** Available data **
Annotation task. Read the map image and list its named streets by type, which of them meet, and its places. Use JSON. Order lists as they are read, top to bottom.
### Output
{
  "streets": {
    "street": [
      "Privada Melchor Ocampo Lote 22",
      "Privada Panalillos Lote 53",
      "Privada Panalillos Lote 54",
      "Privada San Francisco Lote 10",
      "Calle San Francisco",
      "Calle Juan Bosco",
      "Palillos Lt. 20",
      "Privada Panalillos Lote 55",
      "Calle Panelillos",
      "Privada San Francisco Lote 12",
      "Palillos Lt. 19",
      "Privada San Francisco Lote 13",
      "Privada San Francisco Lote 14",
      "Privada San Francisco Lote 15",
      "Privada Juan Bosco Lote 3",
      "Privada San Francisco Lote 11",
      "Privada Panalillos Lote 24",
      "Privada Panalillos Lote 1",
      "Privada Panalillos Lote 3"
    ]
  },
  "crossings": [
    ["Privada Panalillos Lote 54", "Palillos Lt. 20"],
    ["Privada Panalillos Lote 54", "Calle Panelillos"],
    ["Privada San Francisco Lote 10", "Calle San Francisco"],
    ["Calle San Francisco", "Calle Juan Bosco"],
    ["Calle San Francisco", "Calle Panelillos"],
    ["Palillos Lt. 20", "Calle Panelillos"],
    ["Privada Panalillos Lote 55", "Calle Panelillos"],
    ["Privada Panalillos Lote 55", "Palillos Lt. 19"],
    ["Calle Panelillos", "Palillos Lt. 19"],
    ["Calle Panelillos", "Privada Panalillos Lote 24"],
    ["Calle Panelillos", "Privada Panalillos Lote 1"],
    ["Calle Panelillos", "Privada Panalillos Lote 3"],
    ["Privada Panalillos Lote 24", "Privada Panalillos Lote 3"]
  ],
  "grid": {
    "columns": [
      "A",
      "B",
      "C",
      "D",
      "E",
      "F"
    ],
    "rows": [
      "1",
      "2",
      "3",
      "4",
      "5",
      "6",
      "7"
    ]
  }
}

** Exercise requirements **
Set down the whole listing again, exactly as it was given.

** Written response **
Annotation task. Read the map image and list its named streets by type, which of them meet, and its places. Use JSON. Order lists as they are read, top to bottom.
### Output
{
  "streets": {
    "street": [
      "Privada Melchor Ocampo Lote 22",
      "Privada Panalillos Lote 53",
      "Privada Panalillos Lote 54",
      "Privada San Francisco Lote 10",
      "Calle San Francisco",
      "Calle Juan Bosco",
      "Palillos Lt. 20",
      "Privada Panalillos Lote 55",
      "Calle Panelillos",
      "Privada San Francisco Lote 12",
      "Palillos Lt. 19",
      "Privada San Francisco Lote 13",
      "Privada San Francisco Lote 14",
      "Privada San Francisco Lote 15",
      "Privada Juan Bosco Lote 3",
      "Privada San Francisco Lote 11",
      "Privada Panalillos Lote 24",
      "Privada Panalillos Lote 1",
      "Privada Panalillos Lote 3"
    ]
  },
  "crossings": [
    ["Privada Panalillos Lote 54", "Palillos Lt. 20"],
    ["Privada Panalillos Lote 54", "Calle Panelillos"],
    ["Privada San Francisco Lote 10", "Calle San Francisco"],
    ["Calle San Francisco", "Calle Juan Bosco"],
    ["Calle San Francisco", "Calle Panelillos"],
    ["Palillos Lt. 20", "Calle Panelillos"],
    ["Privada Panalillos Lote 55", "Calle Panelillos"],
    ["Privada Panalillos Lote 55", "Palillos Lt. 19"],
    ["Calle Panelillos", "Palillos Lt. 19"],
    ["Calle Panelillos", "Privada Panalillos Lote 24"],
    ["Calle Panelillos", "Privada Panalillos Lote 1"],
    ["Calle Panelillos", "Privada Panalillos Lote 3"],
    ["Privada Panalillos Lote 24", "Privada Panalillos Lote 3"]
  ],
  "grid": {
    "columns": [
      "A",
      "B",
      "C",
      "D",
      "E",
      "F"
    ],
    "rows": [
      "1",
      "2",
      "3",
      "4",
      "5",
      "6",
      "7"
    ]
  }
}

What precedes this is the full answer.